Introducing Dream 7B, the most powerful open diffusion large language model to date. Matches/exceeds similar-sized AR models (LLaMA3, Qwen2.5). Excels at planning & offers flexible inference.
As an HKU alum, I'm incredibly proud of Dream 7B, a new language model from the HKU NLP Group & Huawei Noah’s Ark Lab.
Watching a diffusion model like Dream 7B generate text is fascinating. Instead of the word-by-word output of standard autoregressive models, the text seems to emerge and refine itself all at once, almost like watching a dream form. It’s a unique feeling!
While diffusion isn't the mainstream approach for language models yet, Dream 7B clearly shows the huge potential. It achieves performance comparable to top autoregressive models of its size and brings natural strengths in planning and flexible generation (like infilling or controlling the output order).
They've released the model weights and code openly, which is fantastic. This really feels like a glimpse into exciting new possibilities for AI.
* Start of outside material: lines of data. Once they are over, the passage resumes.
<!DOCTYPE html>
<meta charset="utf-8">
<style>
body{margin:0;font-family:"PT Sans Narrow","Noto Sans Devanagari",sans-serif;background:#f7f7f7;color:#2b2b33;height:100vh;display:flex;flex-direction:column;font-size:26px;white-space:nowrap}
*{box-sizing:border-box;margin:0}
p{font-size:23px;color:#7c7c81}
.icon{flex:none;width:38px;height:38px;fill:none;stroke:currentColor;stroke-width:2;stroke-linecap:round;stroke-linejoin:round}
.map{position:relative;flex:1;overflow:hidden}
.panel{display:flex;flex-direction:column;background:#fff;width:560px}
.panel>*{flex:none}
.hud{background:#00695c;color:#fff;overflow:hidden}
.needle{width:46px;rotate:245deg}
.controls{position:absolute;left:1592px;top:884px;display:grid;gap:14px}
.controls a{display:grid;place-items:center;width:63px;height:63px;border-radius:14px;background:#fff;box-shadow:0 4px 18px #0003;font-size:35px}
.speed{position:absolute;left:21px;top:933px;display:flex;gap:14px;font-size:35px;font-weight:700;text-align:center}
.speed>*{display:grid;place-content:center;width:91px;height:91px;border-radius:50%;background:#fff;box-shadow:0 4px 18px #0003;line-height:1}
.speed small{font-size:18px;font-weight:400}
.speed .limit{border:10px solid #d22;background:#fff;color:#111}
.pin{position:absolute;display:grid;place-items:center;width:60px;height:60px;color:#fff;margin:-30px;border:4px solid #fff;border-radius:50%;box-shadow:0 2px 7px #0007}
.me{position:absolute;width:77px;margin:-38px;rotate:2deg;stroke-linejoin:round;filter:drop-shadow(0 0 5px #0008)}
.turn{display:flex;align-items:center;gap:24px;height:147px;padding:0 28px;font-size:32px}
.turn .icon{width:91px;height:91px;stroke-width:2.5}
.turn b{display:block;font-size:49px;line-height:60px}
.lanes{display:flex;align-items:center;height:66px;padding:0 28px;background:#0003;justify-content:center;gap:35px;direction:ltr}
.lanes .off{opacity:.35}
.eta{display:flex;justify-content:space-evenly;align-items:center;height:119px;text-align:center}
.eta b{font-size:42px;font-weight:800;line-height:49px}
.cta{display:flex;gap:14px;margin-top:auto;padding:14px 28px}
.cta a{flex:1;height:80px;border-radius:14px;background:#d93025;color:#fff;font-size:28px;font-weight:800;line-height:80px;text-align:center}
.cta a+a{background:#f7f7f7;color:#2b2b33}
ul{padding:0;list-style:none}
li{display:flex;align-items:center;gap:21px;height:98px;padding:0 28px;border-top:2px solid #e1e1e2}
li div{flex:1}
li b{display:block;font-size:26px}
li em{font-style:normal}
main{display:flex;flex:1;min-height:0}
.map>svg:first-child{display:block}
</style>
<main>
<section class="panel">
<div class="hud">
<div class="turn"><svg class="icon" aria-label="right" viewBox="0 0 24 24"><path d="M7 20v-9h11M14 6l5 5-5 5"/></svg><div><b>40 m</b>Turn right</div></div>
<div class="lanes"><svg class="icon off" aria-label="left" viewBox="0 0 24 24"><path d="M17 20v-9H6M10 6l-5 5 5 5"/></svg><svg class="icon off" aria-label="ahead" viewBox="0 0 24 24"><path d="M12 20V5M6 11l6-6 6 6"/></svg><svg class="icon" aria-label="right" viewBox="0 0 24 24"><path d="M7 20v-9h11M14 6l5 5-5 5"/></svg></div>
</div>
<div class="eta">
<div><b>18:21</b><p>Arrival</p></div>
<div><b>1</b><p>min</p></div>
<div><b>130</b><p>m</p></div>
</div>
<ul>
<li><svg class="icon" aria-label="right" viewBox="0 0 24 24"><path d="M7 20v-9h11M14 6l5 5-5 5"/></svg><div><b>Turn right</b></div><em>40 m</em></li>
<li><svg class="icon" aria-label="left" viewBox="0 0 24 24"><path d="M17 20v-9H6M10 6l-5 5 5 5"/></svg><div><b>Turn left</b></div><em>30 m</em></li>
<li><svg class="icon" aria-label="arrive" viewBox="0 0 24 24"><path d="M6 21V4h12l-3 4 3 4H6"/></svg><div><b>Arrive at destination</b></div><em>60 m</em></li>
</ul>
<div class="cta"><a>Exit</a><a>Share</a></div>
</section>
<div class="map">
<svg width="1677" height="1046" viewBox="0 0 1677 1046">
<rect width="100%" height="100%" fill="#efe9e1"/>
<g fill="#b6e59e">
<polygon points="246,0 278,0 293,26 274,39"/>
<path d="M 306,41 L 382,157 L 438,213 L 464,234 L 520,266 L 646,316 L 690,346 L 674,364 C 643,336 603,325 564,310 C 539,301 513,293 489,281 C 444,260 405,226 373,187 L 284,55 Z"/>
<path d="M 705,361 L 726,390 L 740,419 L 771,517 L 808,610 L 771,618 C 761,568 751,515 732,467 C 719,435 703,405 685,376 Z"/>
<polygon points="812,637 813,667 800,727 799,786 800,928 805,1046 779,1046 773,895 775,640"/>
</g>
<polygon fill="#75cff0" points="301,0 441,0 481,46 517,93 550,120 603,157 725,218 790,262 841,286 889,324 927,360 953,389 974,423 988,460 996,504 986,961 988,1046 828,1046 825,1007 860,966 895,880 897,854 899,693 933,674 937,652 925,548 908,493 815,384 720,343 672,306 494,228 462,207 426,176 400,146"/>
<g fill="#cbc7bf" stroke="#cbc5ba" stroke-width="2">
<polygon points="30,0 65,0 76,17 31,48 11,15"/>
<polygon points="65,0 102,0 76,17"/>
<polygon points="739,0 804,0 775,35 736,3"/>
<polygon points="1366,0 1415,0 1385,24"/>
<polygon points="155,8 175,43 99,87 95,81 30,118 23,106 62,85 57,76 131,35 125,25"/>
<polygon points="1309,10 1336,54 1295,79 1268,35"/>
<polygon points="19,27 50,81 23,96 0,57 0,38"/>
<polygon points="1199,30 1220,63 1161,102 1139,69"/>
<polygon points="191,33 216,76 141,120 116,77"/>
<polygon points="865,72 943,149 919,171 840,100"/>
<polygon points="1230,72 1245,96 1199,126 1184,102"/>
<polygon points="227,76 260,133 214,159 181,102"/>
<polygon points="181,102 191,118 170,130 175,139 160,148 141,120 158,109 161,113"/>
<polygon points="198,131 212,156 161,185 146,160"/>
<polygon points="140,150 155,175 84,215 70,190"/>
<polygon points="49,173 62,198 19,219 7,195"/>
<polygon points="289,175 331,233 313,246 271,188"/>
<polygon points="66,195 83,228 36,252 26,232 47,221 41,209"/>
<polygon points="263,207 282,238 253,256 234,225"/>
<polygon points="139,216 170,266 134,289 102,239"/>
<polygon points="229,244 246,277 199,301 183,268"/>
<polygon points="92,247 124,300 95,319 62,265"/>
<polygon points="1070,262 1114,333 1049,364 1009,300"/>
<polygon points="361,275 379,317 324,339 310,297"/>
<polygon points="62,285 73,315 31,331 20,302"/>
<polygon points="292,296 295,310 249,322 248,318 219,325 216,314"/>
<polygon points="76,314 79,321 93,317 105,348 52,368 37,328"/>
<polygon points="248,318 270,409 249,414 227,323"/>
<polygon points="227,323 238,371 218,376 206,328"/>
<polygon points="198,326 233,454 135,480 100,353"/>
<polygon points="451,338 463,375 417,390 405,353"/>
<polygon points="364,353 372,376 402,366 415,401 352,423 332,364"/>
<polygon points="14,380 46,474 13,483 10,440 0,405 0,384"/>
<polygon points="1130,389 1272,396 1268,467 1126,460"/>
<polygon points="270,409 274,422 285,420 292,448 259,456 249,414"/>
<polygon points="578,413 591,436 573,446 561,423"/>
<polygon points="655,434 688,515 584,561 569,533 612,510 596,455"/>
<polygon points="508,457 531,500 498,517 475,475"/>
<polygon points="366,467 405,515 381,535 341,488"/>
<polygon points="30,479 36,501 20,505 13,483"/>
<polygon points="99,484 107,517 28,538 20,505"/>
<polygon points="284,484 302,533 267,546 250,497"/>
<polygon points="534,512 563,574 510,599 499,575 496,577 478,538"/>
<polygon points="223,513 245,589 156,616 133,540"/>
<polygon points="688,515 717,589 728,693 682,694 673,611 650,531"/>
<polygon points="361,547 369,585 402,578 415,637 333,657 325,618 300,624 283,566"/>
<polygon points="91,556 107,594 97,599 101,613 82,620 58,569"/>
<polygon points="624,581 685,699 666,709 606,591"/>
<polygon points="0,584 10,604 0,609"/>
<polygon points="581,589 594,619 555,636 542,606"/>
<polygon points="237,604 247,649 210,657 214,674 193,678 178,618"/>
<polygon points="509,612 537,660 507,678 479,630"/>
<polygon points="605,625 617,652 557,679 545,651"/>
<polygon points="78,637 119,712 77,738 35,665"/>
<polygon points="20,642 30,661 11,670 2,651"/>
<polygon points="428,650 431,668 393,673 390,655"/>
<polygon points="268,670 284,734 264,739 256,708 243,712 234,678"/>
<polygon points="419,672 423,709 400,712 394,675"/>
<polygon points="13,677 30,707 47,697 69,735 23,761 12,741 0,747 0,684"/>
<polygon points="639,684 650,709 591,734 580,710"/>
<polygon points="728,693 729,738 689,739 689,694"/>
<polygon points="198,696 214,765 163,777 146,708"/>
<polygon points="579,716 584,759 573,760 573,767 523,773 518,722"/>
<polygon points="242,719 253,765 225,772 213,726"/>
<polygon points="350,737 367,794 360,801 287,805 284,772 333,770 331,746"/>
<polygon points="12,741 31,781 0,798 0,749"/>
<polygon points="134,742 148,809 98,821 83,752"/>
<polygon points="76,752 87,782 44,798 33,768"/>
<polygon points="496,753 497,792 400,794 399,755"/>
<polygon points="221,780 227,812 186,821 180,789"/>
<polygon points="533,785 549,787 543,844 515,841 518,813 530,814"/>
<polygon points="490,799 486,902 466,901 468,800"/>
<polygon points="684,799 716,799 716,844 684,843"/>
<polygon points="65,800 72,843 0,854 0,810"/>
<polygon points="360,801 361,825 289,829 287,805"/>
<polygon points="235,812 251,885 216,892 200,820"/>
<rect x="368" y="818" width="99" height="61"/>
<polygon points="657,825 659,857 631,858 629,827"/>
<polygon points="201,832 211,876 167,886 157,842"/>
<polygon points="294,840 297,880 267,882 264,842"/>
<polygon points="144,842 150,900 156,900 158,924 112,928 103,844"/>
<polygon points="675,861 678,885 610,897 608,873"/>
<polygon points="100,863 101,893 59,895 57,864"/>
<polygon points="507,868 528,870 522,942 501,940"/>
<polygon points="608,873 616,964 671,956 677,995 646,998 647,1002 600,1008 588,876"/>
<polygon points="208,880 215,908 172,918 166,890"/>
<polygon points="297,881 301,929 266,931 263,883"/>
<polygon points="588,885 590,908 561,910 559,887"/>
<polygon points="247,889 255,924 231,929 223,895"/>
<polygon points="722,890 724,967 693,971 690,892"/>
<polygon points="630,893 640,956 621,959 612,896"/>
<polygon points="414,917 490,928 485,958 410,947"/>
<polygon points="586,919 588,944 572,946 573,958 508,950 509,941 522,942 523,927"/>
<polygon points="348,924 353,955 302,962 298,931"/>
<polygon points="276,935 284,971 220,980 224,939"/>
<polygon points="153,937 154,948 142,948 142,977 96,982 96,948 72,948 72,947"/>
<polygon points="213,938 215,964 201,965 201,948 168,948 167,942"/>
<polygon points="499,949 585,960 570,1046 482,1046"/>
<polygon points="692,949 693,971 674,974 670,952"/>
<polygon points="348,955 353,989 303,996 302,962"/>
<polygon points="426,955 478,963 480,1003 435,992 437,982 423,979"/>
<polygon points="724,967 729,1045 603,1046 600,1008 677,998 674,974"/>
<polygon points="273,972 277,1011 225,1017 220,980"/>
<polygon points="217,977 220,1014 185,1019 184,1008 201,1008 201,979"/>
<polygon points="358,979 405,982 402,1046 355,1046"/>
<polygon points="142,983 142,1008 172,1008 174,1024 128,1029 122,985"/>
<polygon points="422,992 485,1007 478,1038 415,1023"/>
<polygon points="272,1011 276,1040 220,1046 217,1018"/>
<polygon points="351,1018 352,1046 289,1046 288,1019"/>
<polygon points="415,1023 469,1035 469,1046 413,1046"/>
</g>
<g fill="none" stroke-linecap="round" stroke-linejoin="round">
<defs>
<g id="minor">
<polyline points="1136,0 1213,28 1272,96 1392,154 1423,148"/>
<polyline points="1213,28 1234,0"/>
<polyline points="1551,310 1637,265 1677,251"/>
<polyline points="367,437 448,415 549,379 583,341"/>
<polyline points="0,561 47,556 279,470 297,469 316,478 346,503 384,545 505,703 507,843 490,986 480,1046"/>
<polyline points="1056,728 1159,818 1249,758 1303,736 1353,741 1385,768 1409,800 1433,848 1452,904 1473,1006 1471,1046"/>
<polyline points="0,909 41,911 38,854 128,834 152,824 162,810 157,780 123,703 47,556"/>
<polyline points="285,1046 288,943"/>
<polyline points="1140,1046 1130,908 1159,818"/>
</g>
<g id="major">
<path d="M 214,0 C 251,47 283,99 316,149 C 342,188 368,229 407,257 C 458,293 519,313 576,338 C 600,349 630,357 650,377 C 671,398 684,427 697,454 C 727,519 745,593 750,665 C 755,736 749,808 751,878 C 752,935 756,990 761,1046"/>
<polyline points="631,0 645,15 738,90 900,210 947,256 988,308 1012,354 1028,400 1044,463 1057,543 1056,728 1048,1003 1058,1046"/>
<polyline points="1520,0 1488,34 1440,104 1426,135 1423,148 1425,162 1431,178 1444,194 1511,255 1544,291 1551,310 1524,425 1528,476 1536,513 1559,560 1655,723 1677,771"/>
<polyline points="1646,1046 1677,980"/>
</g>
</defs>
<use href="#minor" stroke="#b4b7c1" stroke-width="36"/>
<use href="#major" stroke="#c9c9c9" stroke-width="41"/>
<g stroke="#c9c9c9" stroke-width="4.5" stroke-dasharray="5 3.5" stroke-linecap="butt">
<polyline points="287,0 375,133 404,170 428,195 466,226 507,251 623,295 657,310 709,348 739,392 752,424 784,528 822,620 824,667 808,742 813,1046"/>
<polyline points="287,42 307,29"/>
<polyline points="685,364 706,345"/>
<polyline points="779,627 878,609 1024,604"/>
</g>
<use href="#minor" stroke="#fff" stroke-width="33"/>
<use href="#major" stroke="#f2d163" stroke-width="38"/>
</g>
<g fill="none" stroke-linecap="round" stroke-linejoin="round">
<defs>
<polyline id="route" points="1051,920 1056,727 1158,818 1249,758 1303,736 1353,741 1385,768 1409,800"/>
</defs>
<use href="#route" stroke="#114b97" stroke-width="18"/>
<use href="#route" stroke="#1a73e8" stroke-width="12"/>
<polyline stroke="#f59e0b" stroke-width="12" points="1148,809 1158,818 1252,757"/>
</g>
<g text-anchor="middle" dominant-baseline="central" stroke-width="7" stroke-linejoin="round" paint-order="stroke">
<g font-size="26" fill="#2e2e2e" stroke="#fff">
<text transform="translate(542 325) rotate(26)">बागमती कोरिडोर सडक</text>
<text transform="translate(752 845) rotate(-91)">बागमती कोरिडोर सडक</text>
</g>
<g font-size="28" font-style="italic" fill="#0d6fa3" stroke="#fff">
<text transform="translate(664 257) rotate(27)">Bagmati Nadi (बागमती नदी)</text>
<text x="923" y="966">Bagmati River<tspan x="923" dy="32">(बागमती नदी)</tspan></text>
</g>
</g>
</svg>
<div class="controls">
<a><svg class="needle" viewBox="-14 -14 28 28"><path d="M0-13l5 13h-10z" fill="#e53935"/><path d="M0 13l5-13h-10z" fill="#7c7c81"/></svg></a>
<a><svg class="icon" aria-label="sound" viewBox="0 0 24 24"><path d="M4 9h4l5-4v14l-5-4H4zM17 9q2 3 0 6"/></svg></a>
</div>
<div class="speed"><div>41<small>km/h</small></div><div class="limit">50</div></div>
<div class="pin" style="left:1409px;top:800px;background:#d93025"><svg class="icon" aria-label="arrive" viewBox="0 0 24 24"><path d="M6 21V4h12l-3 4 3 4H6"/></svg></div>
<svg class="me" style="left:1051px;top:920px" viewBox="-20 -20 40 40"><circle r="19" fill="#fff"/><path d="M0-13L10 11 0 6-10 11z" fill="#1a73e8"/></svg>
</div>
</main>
It's somewhat like another reasoning mode of the brain: intuitive reasoning. "Even though I don't know why the answer is this way, I somehow just know that this is the answer."
As a non-technical person, I am very curious to see what interesting effects such a reasoning mode could produce in a real work environment. We need more precise language models that output word-for-word, but I would also be very pleased to see faster, more intuition-based language models.
Dream 7B could revolutionize my productivity with its planning capabilities. How do you see it transforming workflows in your projects?